Every September, the Dow Jones Sustainability Indexes (DJSI) are updated, following a review by sustainable investment research firm RobecoSAM. Launched in 1999, the DJSI are one of the earliest sustainability indexes. The indexes include the top 10 percent of the largest 2,500 companies in the Dow Jones Global Total Stock Market Index, ranked according to their economic, environmental and social performance.
S&P Dow Jones Indices announced this week that Bank of America, UBS and United Parcel Service will be added to the DJSI this year. Johnson & Johnson, HSBC and Vodafone have been deleted.
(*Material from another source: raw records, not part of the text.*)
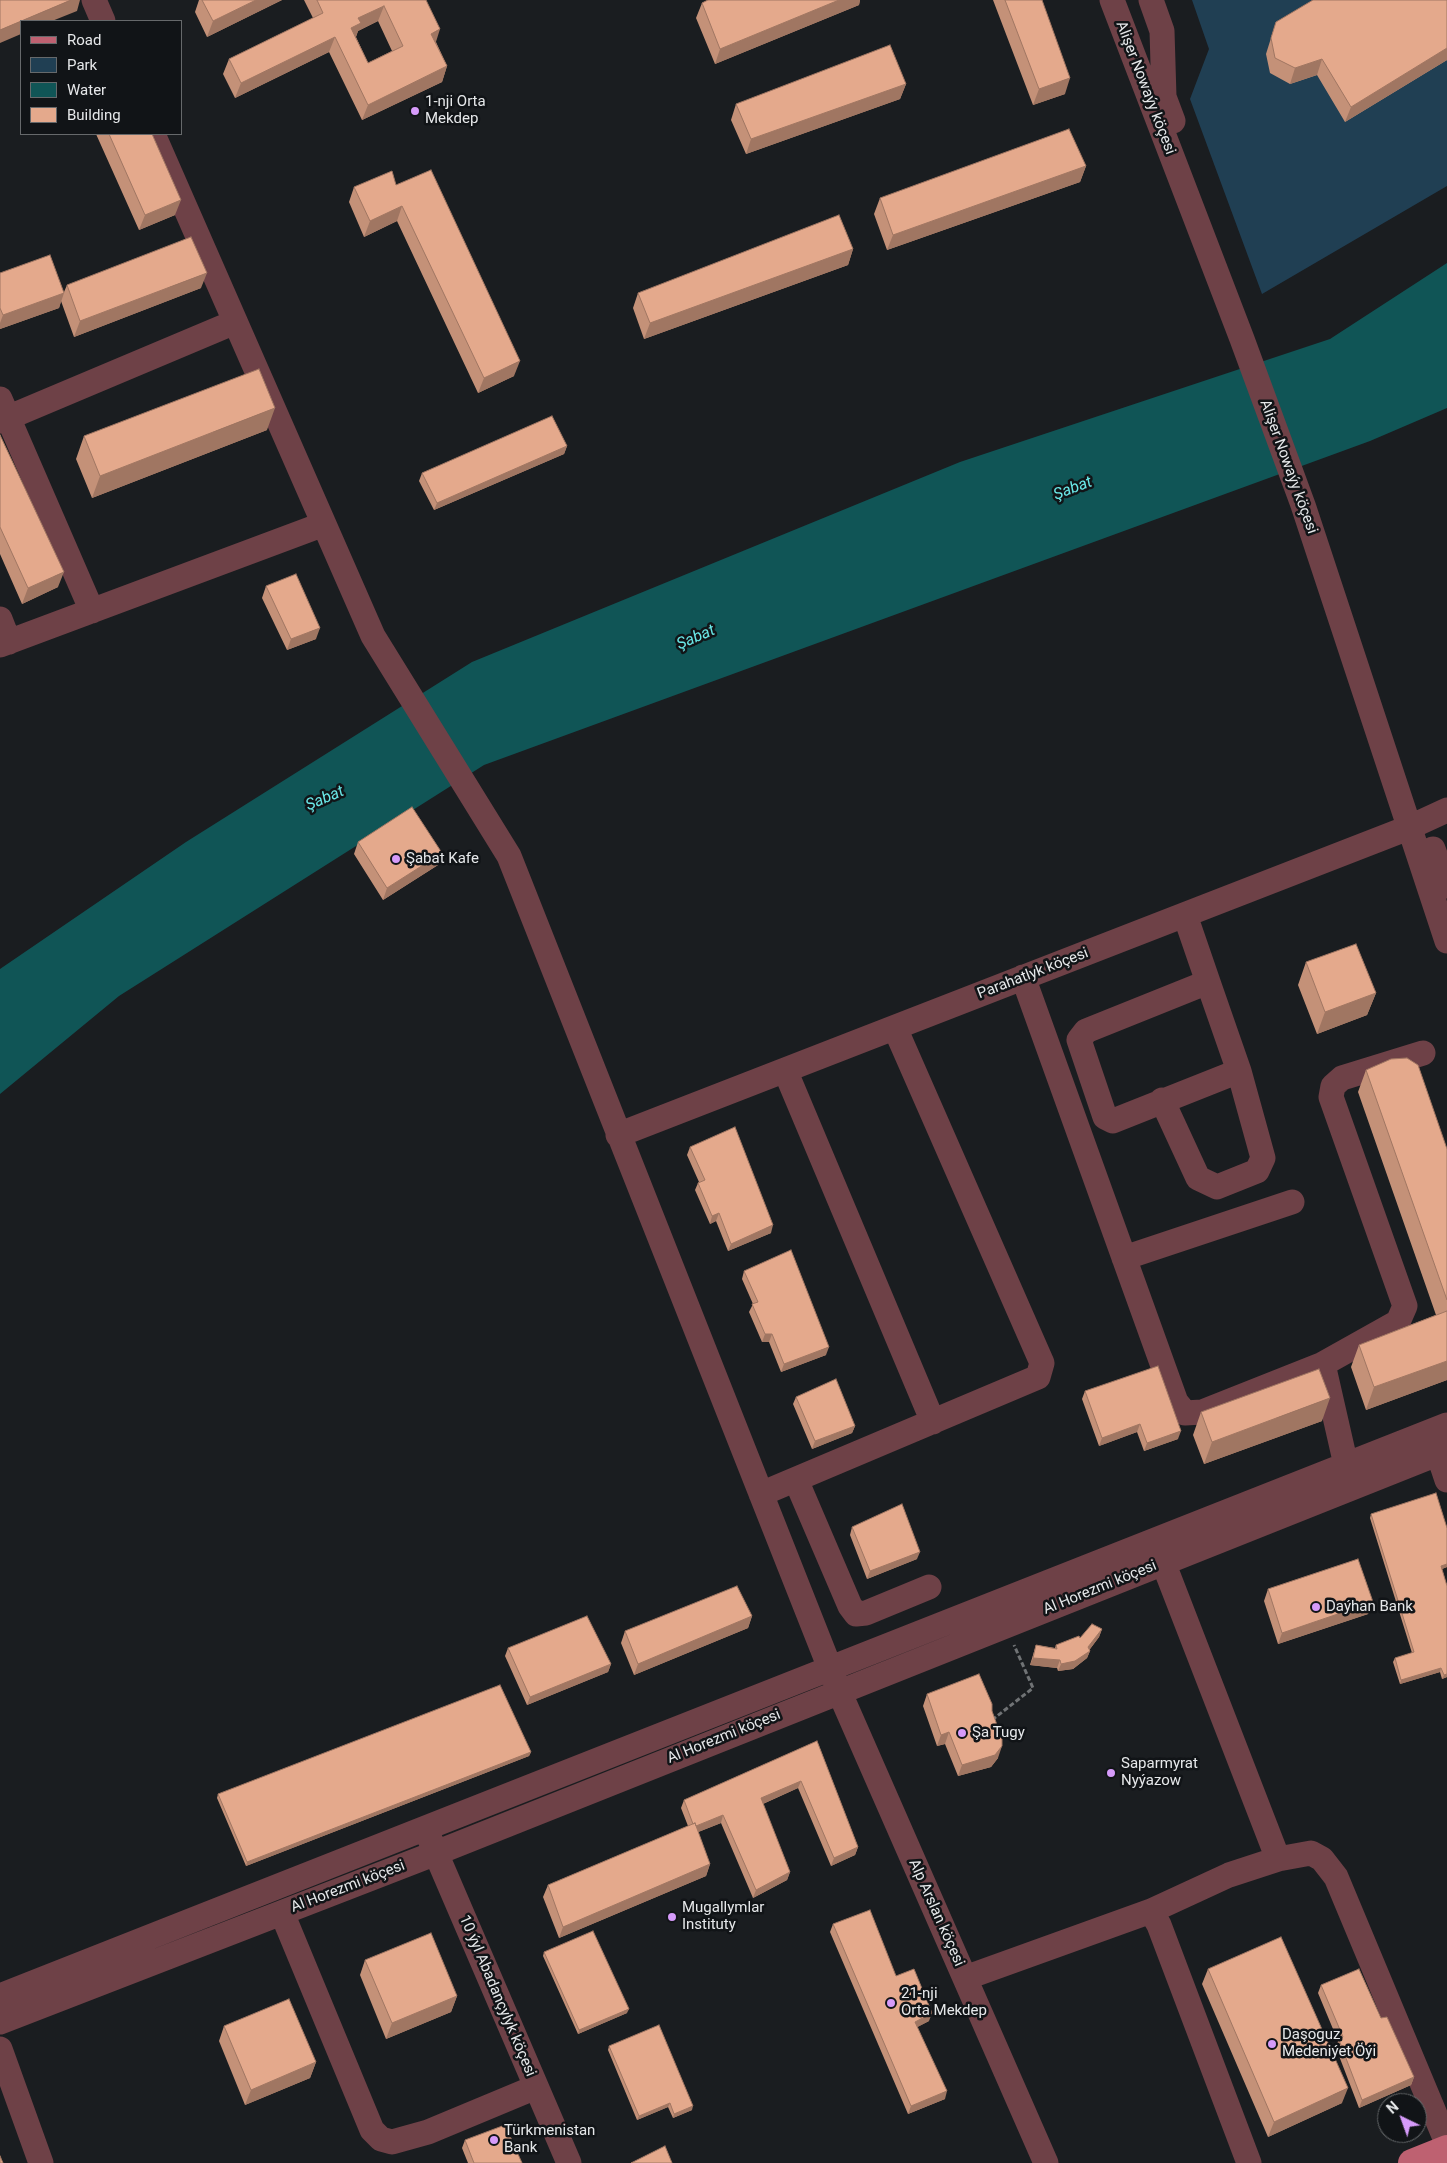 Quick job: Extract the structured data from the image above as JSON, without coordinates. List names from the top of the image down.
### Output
{
  "streets": {
    "street": [
      "Alişer Nowaýy köçesi",
      "Parahatlyk köçesi",
      "Al Horezmi köçesi",
      "Alp Arslan köçesi",
      "10 ýyl Abadançylyk köçesi"
    ]
  },
  "crossings": [
    ["Alişer Nowaýy köçesi", "Parahatlyk köçesi"],
    ["Parahatlyk köçesi", "Alp Arslan köçesi"],
    ["Al Horezmi köçesi", "Alp Arslan köçesi"],
    ["Al Horezmi köçesi", "10 ýyl Abadançylyk köçesi"]
  ],
  "water": ["Şabat"],
  "places": [
    "1-nji Orta Mekdep",
    "Şabat Kafe",
    "Daýhan Bank",
    "Şa Tugy",
    "Saparmyrat Nyýazow",
    "Mugallymlar Instituty",
    "21-nji Orta Mekdep",
    "Daşoguz Medeniýet Öýi",
    "Türkmenistan Bank"
  ],
  "legend": [
    "Road",
    "Park",
    "Water",
    "Building"
  ],
  "north": "top left"
} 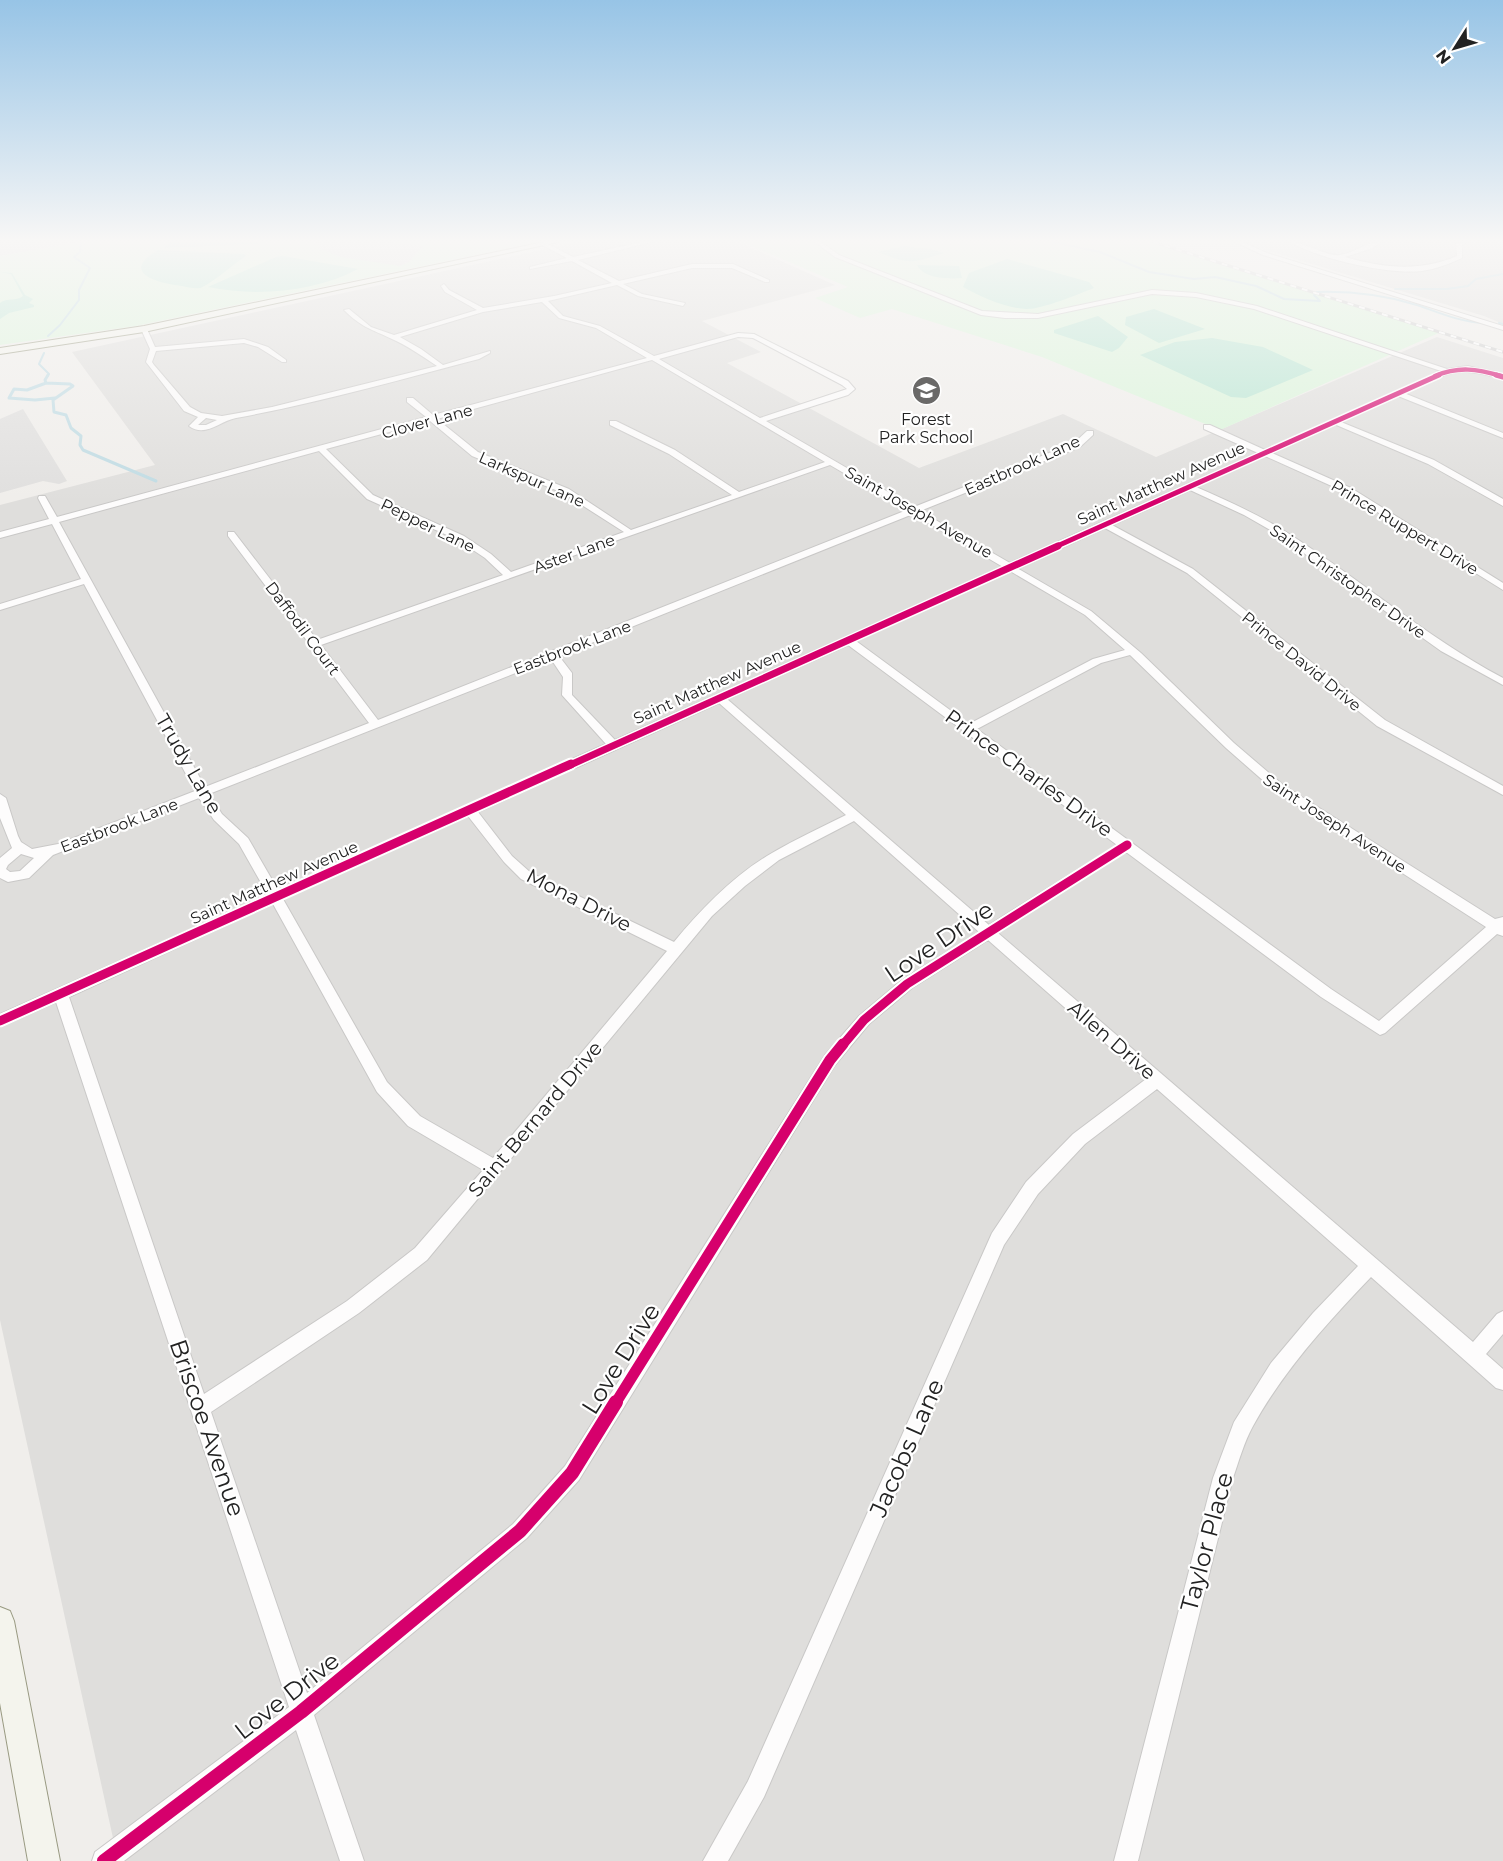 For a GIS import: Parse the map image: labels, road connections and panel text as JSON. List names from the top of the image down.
{
  "streets": {
    "street": [
      "Clover Lane",
      "Eastbrook Lane",
      "Larkspur Lane",
      "Saint Matthew Avenue",
      "Saint Joseph Avenue",
      "Pepper Lane",
      "Prince Ruppert Drive",
      "Aster Lane",
      "Saint Christopher Drive",
      "Daffodil Court",
      "Prince David Drive",
      "Trudy Lane",
      "Prince Charles Drive",
      "Mona Drive",
      "Love Drive",
      "Allen Drive",
      "Saint Bernard Drive",
      "Briscoe Avenue",
      "Jacobs Lane",
      "Taylor Place"
    ]
  },
  "crossings": [
    ["Clover Lane", "Larkspur Lane"],
    ["Clover Lane", "Saint Joseph Avenue"],
    ["Clover Lane", "Pepper Lane"],
    ["Clover Lane", "Trudy Lane"],
    ["Eastbrook Lane", "Saint Joseph Avenue"],
    ["Eastbrook Lane", "Daffodil Court"],
    ["Eastbrook Lane", "Trudy Lane"],
    ["Larkspur Lane", "Aster Lane"],
    ["Saint Matthew Avenue", "Saint Joseph Avenue"],
    ["Saint Matthew Avenue", "Prince Ruppert Drive"],
    ["Saint Matthew Avenue", "Saint Christopher Drive"],
    ["Saint Matthew Avenue", "Prince David Drive"],
    ["Saint Matthew Avenue", "Trudy Lane"],
    ["Saint Matthew Avenue", "Prince Charles Drive"],
    ["Saint Matthew Avenue", "Mona Drive"],
    ["Saint Matthew Avenue", "Allen Drive"],
    ["Saint Matthew Avenue", "Briscoe Avenue"],
    ["Saint Joseph Avenue", "Aster Lane"],
    ["Saint Joseph Avenue", "Prince Charles Drive"],
    ["Pepper Lane", "Aster Lane"],
    ["Aster Lane", "Daffodil Court"],
    ["Trudy Lane", "Saint Bernard Drive"],
    ["Prince Charles Drive", "Love Drive"],
    ["Mona Drive", "Saint Bernard Drive"],
    ["Love Drive", "Allen Drive"],
    ["Love Drive", "Briscoe Avenue"],
    ["Allen Drive", "Saint Bernard Drive"],
    ["Allen Drive", "Jacobs Lane"],
    ["Allen Drive", "Taylor Place"],
    ["Saint Bernard Drive", "Briscoe Avenue"]
  ],
  "places": {
    "school or university": ["Forest Park School"]
  },
  "north": "bottom left"
}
Bank of America's inclusion in sustainability indexes is generating a fair amount of controversy among nongovernmental organizations (NGOs) tracking the bank's ongoing financial support of the coal industry. Last week, SocialFunds.com reported on an investor guide prepared by Greenpeace which documents the poor environmental, social and corporate governance (ESG) record of Coal India, whose majority shareowner is the Indian government. The government has decided to sell a stake in the company worth about $1 billion and has selected several foreign banks -- including Bank of America and Goldman Sachs -- to sell the shares.
The investor guide documents the company's long history of corruption by senior management figures and workplace accidents that led to 95 deaths in 2010. A human rights group documented the exploitation of child labor at one of the company's subsidiaries. And Coal India relies on the environmentally destructive open-pit extraction method for 90 percent of its production, threatening the habitats of tigers and elephants and leading to fierce opposition from local communities.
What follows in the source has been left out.